Look through the data below for the string "with", and copy every line where it turns up.

__SUPPLIED INFORMATION__:
'''

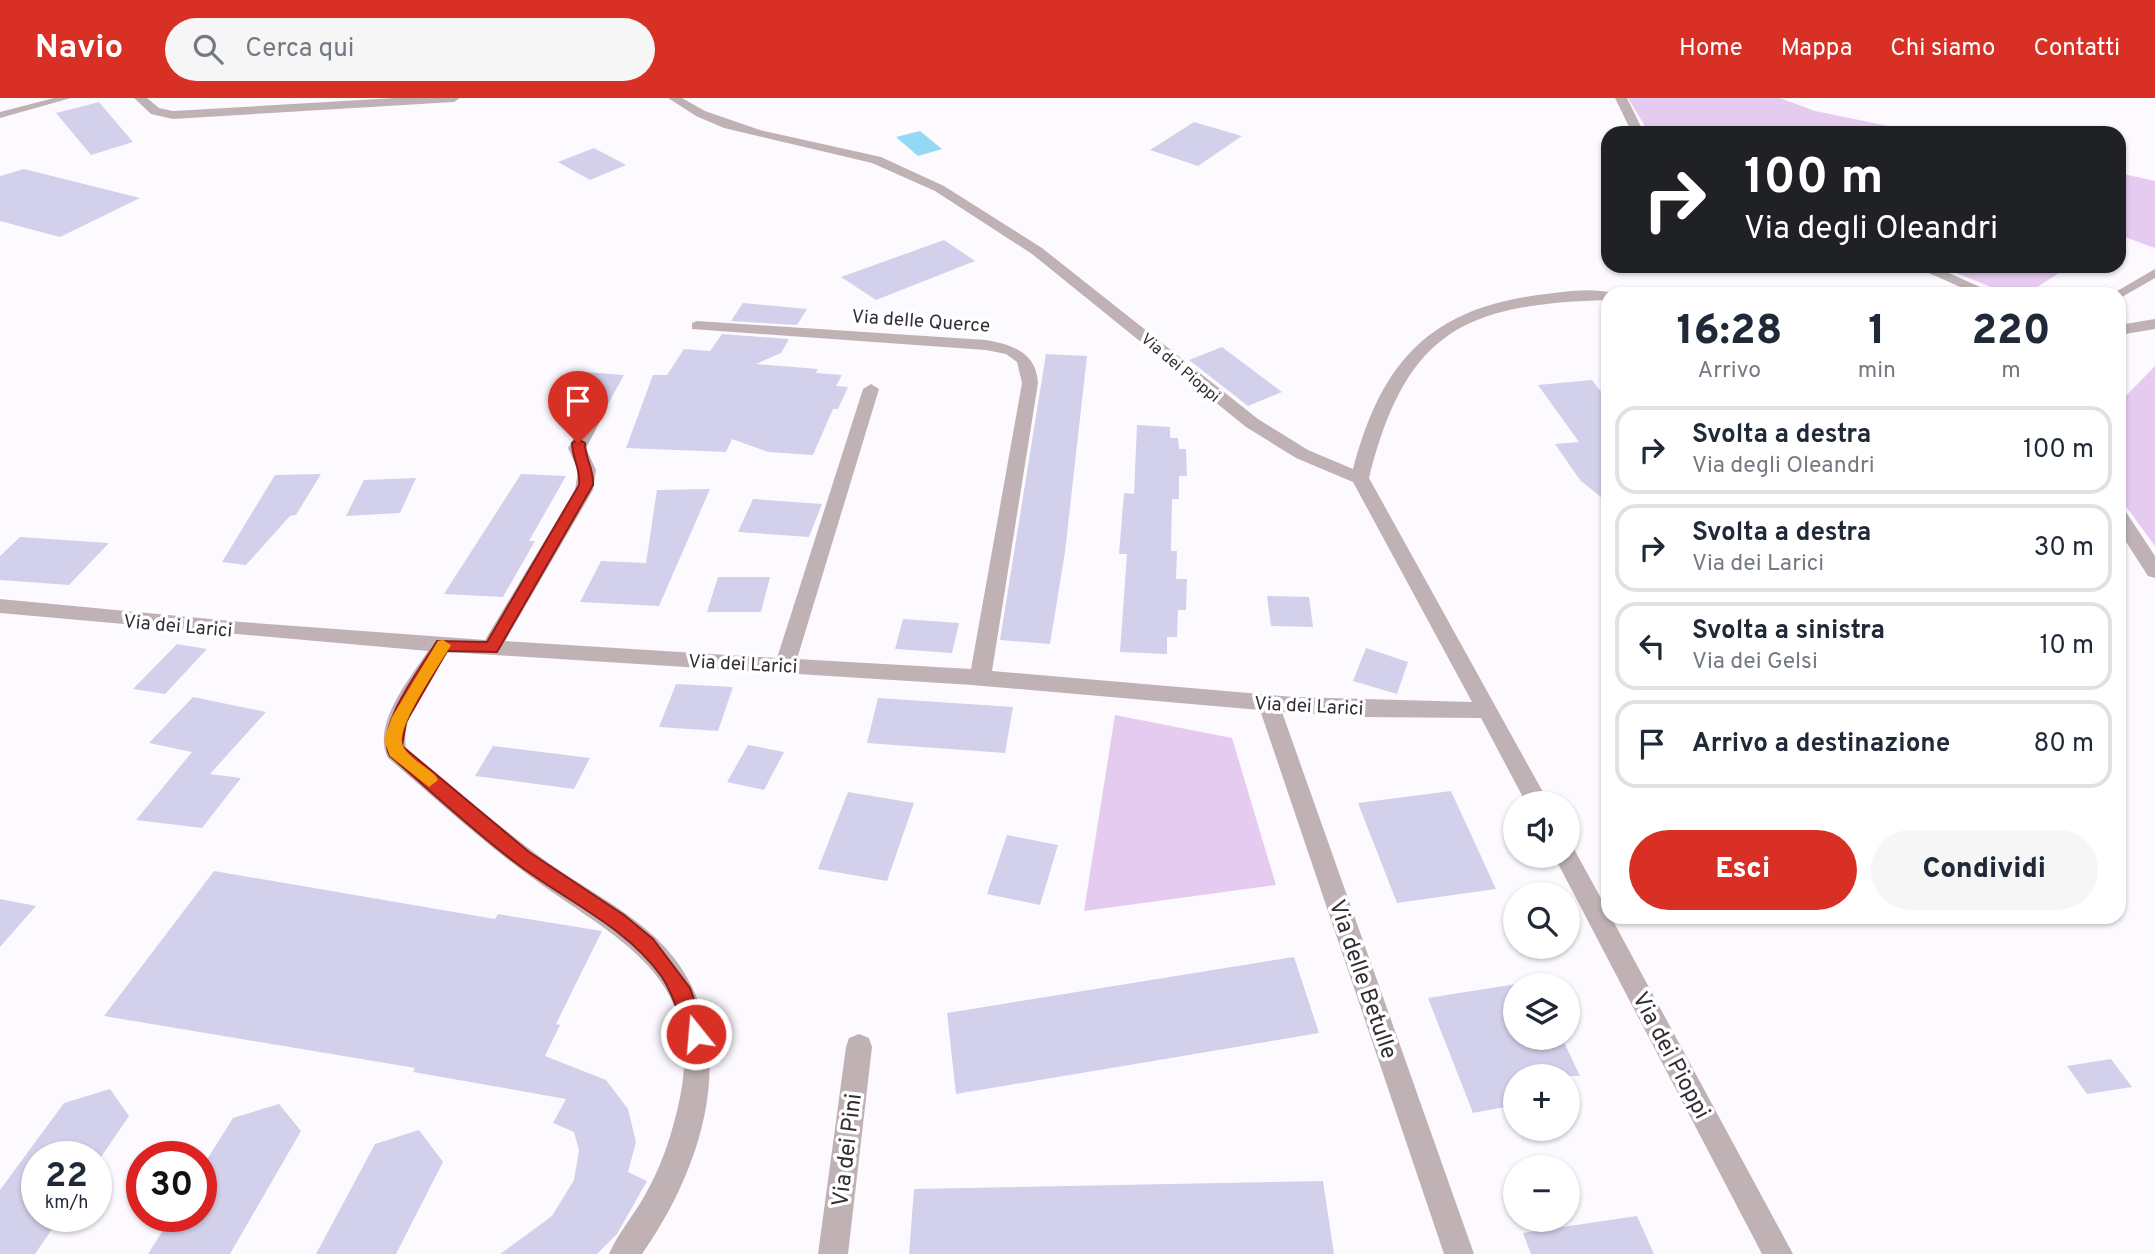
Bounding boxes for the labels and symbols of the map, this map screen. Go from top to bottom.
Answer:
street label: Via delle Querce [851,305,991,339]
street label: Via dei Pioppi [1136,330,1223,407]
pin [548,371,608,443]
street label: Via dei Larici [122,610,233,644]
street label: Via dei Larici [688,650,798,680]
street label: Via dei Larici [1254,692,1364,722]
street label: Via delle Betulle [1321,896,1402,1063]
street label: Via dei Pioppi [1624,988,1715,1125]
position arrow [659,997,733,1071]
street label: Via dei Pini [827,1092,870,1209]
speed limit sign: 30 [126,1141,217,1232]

'''
'''

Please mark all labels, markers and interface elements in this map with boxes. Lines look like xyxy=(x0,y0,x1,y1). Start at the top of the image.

'''
'''

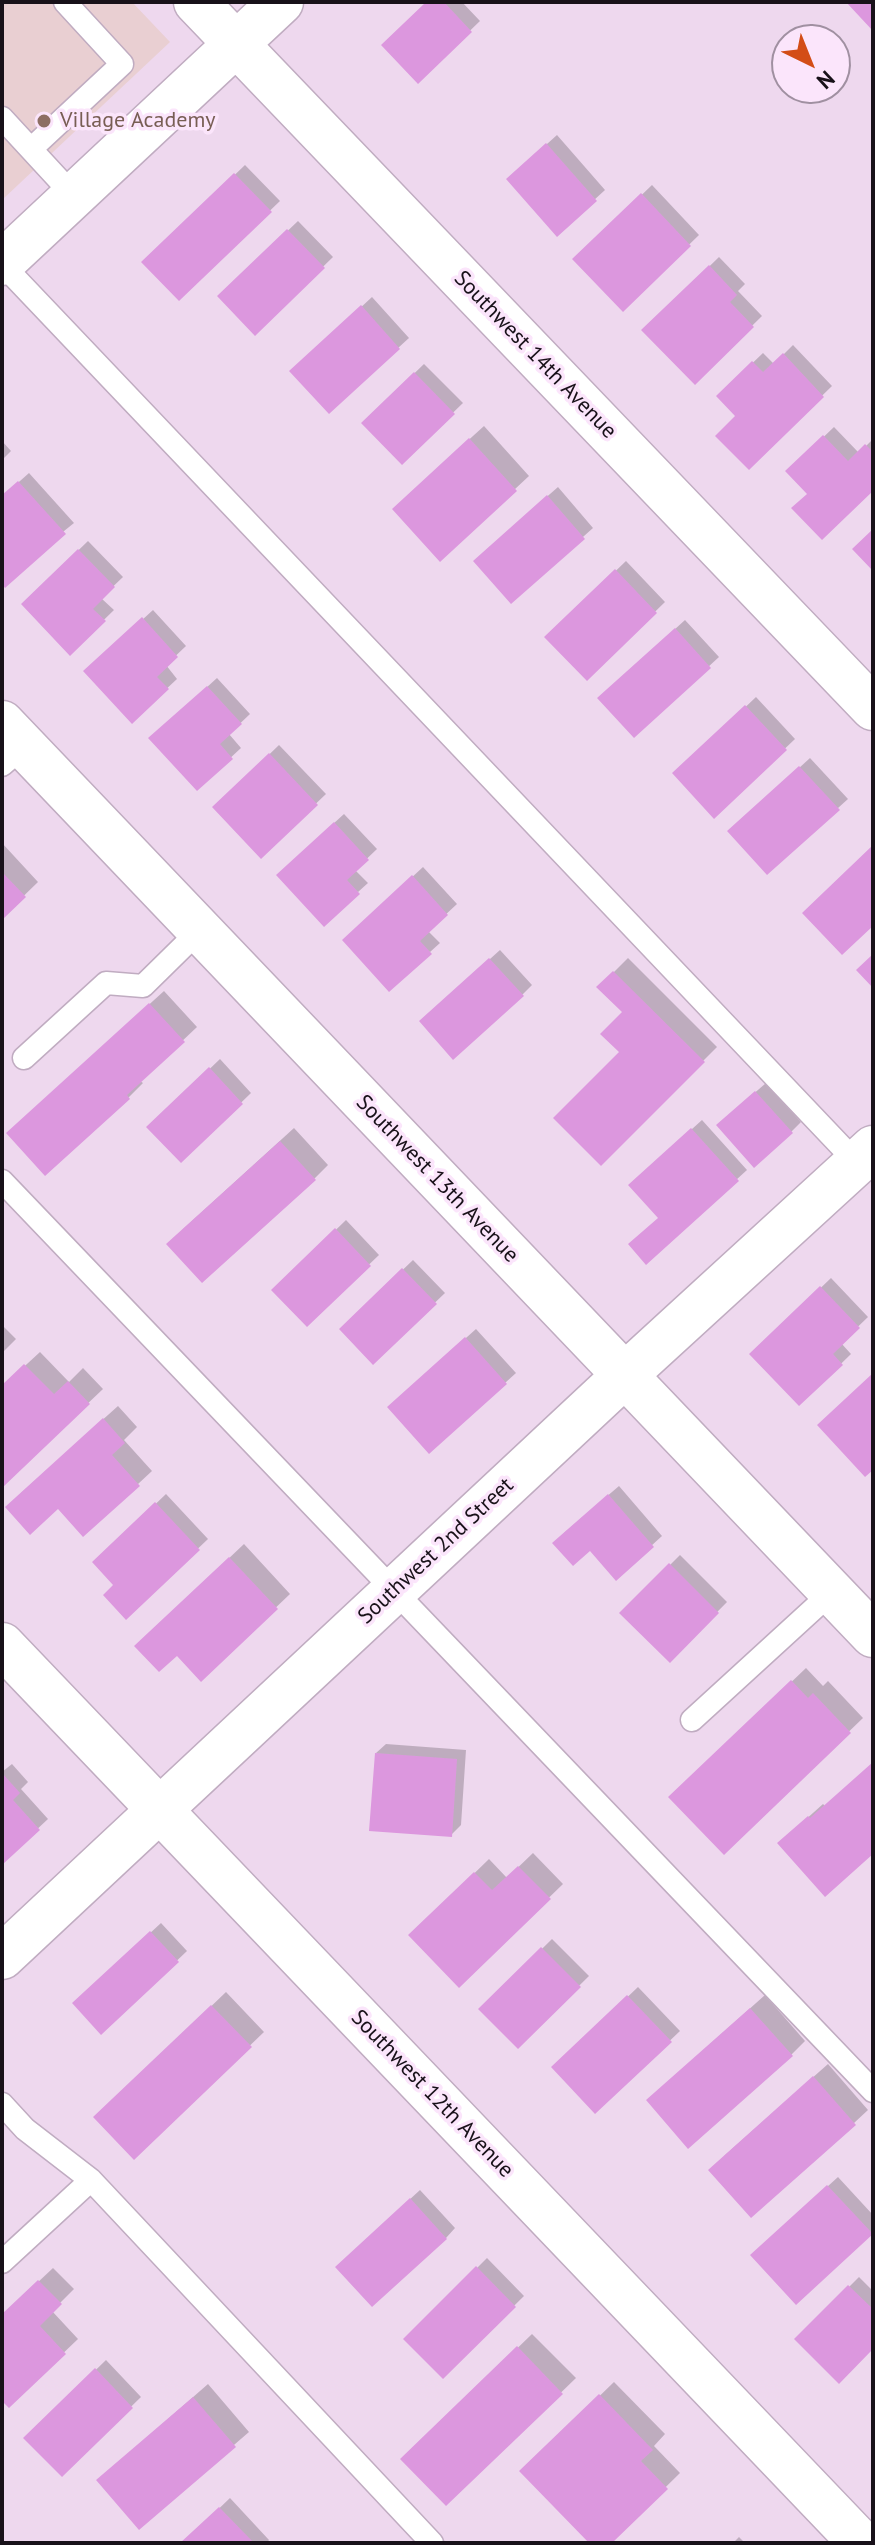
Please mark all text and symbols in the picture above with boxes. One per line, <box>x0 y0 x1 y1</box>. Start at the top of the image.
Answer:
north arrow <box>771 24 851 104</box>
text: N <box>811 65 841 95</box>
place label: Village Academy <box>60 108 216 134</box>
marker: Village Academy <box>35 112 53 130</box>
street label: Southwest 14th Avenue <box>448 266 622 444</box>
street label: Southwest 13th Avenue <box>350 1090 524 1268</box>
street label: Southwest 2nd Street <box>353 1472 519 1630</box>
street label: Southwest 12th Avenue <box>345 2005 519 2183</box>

'''

__RESPONSE FOR THIS EXERCISE__:
Please mark all labels, markers and interface elements in this map with boxes. Lines look like xyxy=(x0,y0,x1,y1). Start at the top of the image.
Please mark all text and symbols in the picture above with boxes. One per line, <box>x0 y0 x1 y1</box>. Start at the top of the image.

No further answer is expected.